EXERCISE DESCRIPTION:
From the listing below, how many lines hold the word "column"? Write only the number.

== PROVIDED DATA

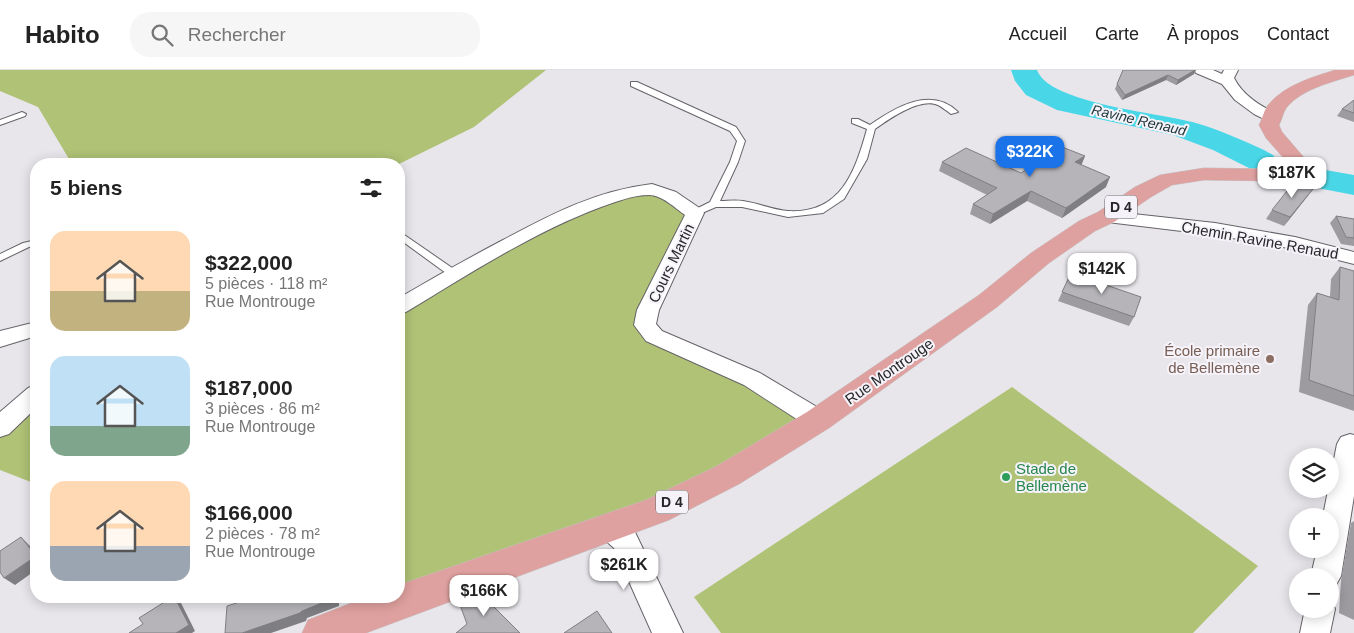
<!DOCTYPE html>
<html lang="fr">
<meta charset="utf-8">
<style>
:root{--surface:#fff;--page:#f6f6f6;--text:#222;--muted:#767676;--line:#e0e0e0;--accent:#1a73e8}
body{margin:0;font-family:Helvetica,sans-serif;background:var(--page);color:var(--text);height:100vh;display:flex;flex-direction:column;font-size:19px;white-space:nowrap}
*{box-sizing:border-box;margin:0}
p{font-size:16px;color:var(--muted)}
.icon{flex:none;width:28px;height:28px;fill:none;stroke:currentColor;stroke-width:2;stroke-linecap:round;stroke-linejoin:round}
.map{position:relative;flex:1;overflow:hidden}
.drawer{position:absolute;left:30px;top:88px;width:375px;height:445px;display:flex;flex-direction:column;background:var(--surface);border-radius:20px;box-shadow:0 2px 12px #0003}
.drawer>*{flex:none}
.controls{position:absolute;left:1289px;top:378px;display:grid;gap:10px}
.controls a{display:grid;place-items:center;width:50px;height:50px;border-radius:50%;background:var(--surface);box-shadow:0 2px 12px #0003;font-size:25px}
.price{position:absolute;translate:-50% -42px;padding:0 11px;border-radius:10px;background:#fff;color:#222;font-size:16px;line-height:32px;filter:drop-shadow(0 1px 2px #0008)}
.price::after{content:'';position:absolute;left:50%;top:30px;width:15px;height:11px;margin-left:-8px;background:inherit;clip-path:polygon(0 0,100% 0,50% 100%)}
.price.on{background:var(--accent);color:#fff}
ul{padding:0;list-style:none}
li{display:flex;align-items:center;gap:15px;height:125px;padding:0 20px}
li span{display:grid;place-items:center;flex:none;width:140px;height:100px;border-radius:15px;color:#555}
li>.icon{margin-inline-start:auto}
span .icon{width:60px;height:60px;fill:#fffc;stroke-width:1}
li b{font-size:21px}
h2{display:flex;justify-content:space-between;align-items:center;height:60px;padding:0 20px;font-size:21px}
header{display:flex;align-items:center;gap:30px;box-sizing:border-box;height:70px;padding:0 25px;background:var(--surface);border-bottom:1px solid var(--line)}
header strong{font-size:24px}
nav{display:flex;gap:28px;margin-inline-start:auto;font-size:18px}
.search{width:350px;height:45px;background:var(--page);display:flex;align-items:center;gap:12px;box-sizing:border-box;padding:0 18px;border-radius:20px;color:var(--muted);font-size:19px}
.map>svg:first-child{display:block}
.green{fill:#afc275}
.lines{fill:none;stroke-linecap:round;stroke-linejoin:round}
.river{fill:#49d7e7;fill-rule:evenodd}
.lane-casing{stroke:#656368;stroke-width:2}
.street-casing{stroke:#656368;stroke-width:2}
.primary-casing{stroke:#c3c2c3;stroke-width:1}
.lane{fill:#fff;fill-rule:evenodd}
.street{fill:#fff;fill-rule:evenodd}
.primary{fill:#dfa19f;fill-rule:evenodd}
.wall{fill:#9d9b9f}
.shaded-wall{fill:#7f7e82}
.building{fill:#b6b4b9;stroke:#7f7e82}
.education-dot{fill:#8d6e63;stroke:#f5f3f9;stroke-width:2}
.leisure-dot{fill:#2e9e5b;stroke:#f5f3f9;stroke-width:2}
.labels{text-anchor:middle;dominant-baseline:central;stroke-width:4;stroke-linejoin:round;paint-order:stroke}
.far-water-label{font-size:14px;font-style:italic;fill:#1d3538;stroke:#f5f3f9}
.shield{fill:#f5f3f9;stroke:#656467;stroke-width:1}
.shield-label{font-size:14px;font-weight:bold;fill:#272628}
.street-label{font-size:15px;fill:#272628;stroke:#f5f3f9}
.education-label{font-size:15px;fill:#785e54;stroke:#f5f3f9;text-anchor:end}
.leisure-label{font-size:15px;fill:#27864d;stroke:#f5f3f9;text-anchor:start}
</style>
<header>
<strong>Habito</strong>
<div class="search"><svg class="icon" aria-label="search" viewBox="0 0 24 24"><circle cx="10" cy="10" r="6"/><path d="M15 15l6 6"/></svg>Rechercher</div>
<nav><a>Accueil</a><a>Carte</a><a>À propos</a><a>Contact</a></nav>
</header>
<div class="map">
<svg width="1354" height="563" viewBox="0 0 1354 563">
<rect width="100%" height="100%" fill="#e8e6eb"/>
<g class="green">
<path d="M0,0H546L474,57L399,94H72L38,37L0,21Z"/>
<path d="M652,119L695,143L645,255L818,350L728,405L399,526V237L454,204L566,144Z"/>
<path d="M1012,317L1258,496L1193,563H721L694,527Z"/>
<path d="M36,324V414L0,400V357Z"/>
</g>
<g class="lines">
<g class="river">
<path d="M1011,0H1037C1049,34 1162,43 1196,53C1220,60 1242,70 1264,80L1273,85L1278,92L1273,99L1262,102L1251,99L1213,80L1173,65L1057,40L1026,25L1015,11Z"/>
<path d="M1314,98L1354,105V125L1302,115L1298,108L1302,101Z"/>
</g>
<defs>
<g id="lane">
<path d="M631,12H637L736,57L745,71L738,92L720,131C727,131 735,130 743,131C758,133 773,140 788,141C841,144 855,102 867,59L852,53V49H858L870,55C896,37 931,16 958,42L951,44C947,41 942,37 938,35C920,27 889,49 875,59L867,89L844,129L823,143L788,147L742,137H716L695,146L692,145V141L710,132L730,92L737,71L730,61L631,16Z"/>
<path d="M22,42L26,44L25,46L0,55V50Z"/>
<path d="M403,164L458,202L459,204L458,206H450L402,171L399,172V165Z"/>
<path d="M36,170V176L29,177L0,191V184L23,173Z"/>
</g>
<g id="street">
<path d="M1194,0H1213L1222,4L1224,0H1238L1234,8C1243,26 1261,36 1278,45L1281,48L1278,51H1268L1254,44L1235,30L1222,14L1196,3Z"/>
<path d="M652,114L676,122L701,139L704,143L659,240L656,254L662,261L760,303L827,343L830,350L827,357L818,359L809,357L744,315L646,271L634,255L637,240L685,145C675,138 662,125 649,125C632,125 616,132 601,137C534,162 467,205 406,242L399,244V228C433,208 467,189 503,170C552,144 595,121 652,114Z"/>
<path d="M1106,141L1215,153L1295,167L1354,182V194L1294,179L1215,165L1099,151L1097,147L1099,143Z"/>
<path d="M36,252V266L0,277V261Z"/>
<path d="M36,315V338L9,364L0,367V342L28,318Z"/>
<path d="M1350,364L1354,365V426L1341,506L1336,515L1330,518V506H1311L1317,479H1330V446H1323L1337,374L1341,367Z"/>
<path d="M609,444L619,447L634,460L683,563H652L614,478L599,465L595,456L599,447Z"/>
<path d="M1330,529L1335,539L1330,563H1300L1305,539H1330Z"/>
</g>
<path id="primary" d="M1335,0H1354V5C1332,12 1302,19 1287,37C1283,42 1282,50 1279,55L1282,62L1307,91L1304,99L1276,111L1204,110L1172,115L1151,127L1114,152L1095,161L1049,193L997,237L829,358L739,414L669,450L366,563H302L308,550L369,526H399V515L646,430L717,396L807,342L979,225L1031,183L1079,151L1098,142L1135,117L1160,105L1204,98L1273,99L1287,92L1266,68L1259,55C1263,48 1264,39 1269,34C1285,15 1313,7 1335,0Z"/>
</defs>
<use href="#lane" class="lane-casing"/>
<use href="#street" class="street-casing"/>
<use href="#primary" class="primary-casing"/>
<use href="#lane" class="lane"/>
<use href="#street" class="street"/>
<use href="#primary" class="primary"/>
</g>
<g class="wall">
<path d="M1123,0H1196L1194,4L1176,15L1166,10L1122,30L1115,19Z"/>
<path d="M1354,30V52L1337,46L1342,39Z"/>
<path d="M1085,86L1081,95L1106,117L1062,148L1027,131L990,154L970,144L973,134L987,125L939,101L942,92L1021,103Z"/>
<path d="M1313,119L1284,156L1266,149L1272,140Z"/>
<path d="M1336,146L1354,149V176L1341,174L1330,153Z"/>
<path d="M1340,197L1354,201V341L1299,322L1308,235L1317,223L1330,227L1331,209Z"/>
<path d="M1071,203L1134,247L1129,256L1058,231Z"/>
<path d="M1354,451V550L1339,543L1341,510L1351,453Z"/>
</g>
<g class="shaded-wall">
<path d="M1195,0H1196L1194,4L1176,15L1178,10Z"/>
<path d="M1168,5L1166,10L1122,30L1125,25Z"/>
<path d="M1085,86L1081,96L1075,92Z"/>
<path d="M1110,107L1106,117L1062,148L1066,138Z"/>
<path d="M1313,119L1307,127L1284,156L1290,147Z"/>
<path d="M1031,121L1027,131L990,154L993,144Z"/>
<path d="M21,467L36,482V485Z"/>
<path d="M36,486V500L15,515L4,508Z"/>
<path d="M174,526L181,533L195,561L192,563H176Z"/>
<path d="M334,526H339V536L307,548L306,551L271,563H242L302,541Z"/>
</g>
<g class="building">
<path d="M1123,0H1195L1178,10L1168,5L1125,25L1117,14Z"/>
<path d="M1354,30V43L1342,39Z"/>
<path d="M1062,77L1085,86L1075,92L1110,107L1066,138L1031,121L993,144L973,134L997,118L942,92L966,78L1021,103Z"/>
<path d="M1294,112L1313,119L1290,147L1272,140Z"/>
<path d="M1336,146L1354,149V168L1346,167Z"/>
<path d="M1340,197L1354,201V326L1309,310L1317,223L1339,230Z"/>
<path d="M1071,203L1141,227L1134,247L1062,222Z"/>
<path d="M21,467L36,486L4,508L0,502V481Z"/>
<path d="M480,523L520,563H456L467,554L459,532Z"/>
<path d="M174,526L189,555L176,563H129L143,554L139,548Z"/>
<path d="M258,526H334V528L302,541L300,543L242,563H225L227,536Z"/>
<path d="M597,541L612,563H564Z"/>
</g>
<circle class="education-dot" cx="1270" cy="289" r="5"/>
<circle class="leisure-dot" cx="1006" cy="407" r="5"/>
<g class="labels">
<g class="far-water-label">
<text transform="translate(1139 50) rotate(13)">Ravine Renaud</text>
</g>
<g class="shield">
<rect x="1105" y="125.5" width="32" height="23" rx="4"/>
<rect x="656" y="420.5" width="32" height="23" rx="4"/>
</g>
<g class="shield-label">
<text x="1121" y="137">D 4</text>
<text x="672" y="432">D 4</text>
</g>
<g class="street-label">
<text transform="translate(1260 170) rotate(10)">Chemin Ravine Renaud</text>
<text transform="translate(671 193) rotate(-64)">Cours Martin</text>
<text transform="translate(889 301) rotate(-35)">Rue Montrouge</text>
</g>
<g class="education-label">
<text x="1260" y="280">École primaire<tspan x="1260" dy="17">de Bellemène</tspan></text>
</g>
<g class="leisure-label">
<text x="1016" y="398">Stade de<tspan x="1016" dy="17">Bellemène</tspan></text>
</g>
</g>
</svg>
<div class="controls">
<a><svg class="icon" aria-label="layers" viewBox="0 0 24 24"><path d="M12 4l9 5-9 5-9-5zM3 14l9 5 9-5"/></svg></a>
<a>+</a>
<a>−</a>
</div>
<b class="price on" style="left:1030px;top:108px">$322K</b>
<b class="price" style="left:1292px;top:129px">$187K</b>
<b class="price" style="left:1102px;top:225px">$142K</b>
<b class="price" style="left:624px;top:521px">$261K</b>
<b class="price" style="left:484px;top:547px">$166K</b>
<section class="drawer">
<h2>5 biens<svg class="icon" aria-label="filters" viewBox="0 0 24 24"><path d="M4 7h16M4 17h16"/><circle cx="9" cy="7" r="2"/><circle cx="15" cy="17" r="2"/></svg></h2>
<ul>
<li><span style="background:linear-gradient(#ffd9b3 60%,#c2b280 0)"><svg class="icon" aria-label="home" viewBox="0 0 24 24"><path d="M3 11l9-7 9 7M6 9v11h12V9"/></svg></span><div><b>$322,000</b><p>5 pièces · 118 m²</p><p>Rue Montrouge</p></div></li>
<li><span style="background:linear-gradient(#bfe0f5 70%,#7fa58c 0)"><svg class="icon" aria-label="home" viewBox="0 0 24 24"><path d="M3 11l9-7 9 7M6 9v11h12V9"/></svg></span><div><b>$187,000</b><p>3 pièces · 86 m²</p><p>Rue Montrouge</p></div></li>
<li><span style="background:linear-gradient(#ffd9b3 65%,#9aa5b1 0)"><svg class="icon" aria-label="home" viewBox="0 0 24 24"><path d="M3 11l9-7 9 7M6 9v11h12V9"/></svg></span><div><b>$166,000</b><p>2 pièces · 78 m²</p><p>Rue Montrouge</p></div></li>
</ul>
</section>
</div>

====

ANSWER BOX:
2